As shown in FIG. 2, in the first processing unit group G ₁ , two spinner-type processing units, for example, a resist coating unit, in which a predetermined process is performed by placing the wafer W on the spin chuck in the cup CP. (COT) and developing unit (DEV) are stacked in two stages sequentially from the bottom. Also in the second processing unit group G ₂ , two spinner-type processing units, that is, a resist coating unit COT and a developing unit DEV, are sequentially stacked in two stages from below. It is preferable to arrange these resist coating units COT at the lower end so that waste liquid may be easily discharged.

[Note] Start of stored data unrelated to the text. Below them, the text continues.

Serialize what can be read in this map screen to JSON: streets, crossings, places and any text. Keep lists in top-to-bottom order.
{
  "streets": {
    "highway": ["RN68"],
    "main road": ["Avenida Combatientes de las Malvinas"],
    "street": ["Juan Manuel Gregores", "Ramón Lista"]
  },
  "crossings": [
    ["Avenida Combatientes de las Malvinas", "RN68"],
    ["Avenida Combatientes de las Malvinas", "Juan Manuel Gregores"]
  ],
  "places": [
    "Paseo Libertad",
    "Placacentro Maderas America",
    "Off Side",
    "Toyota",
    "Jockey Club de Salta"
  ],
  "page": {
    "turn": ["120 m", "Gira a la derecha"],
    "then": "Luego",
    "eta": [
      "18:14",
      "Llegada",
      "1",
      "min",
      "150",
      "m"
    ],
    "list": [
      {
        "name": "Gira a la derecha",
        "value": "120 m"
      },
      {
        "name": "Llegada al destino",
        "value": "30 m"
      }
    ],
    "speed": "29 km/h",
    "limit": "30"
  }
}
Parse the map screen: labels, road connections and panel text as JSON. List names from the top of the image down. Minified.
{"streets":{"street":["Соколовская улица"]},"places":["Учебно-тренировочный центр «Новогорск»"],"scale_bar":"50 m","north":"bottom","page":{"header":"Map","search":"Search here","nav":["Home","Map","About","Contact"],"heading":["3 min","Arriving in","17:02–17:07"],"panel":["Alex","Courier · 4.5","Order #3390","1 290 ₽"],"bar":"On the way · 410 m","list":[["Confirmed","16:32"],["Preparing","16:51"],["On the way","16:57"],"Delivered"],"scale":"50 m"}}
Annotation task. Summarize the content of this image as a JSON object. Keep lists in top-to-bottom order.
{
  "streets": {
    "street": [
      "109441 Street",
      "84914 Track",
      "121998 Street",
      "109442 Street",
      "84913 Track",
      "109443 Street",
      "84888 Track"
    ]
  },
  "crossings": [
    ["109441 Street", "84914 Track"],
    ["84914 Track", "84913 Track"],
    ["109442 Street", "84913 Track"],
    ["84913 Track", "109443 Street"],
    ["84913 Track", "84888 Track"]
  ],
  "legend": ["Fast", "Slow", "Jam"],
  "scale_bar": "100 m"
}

Agents include, as shown in FIG. 3, the third processing unit group (G _3), for example, turned extension unit (EXT), the cooling unit (COL), a hot unit (HOT) is raised superimposed in this order from the bottom. In the fourth processing unit group G ₄ , for example, a cooling unit (COL), an extension / cooling unit (EXTCOL), an extension unit (EXT), a cooling unit (COL), a pre-baking unit (PREBAKE), and a post-baking unit (POBAKE) and ADHION UNI (AD) are stacked in order from the bottom.

In this way, the cooling unit (COL) and the extension cooling unit (EXTCOL) with low processing temperature are placed on the lower side, and the hot unit (HOT), pre-baking unit (PREBAKE), post-baking unit (POBAKE) By arranging the ADH Unit (AD) on the upper side, thermal interference between processing units is reduced.

When the main arm mechanism 22 receives the wafer W from the first subarm mechanism 21, the alignment unit ALIM and the extension unit belonging to the third processing unit group G ₃ in the process station 11 The wafer W is conveyed by EXT).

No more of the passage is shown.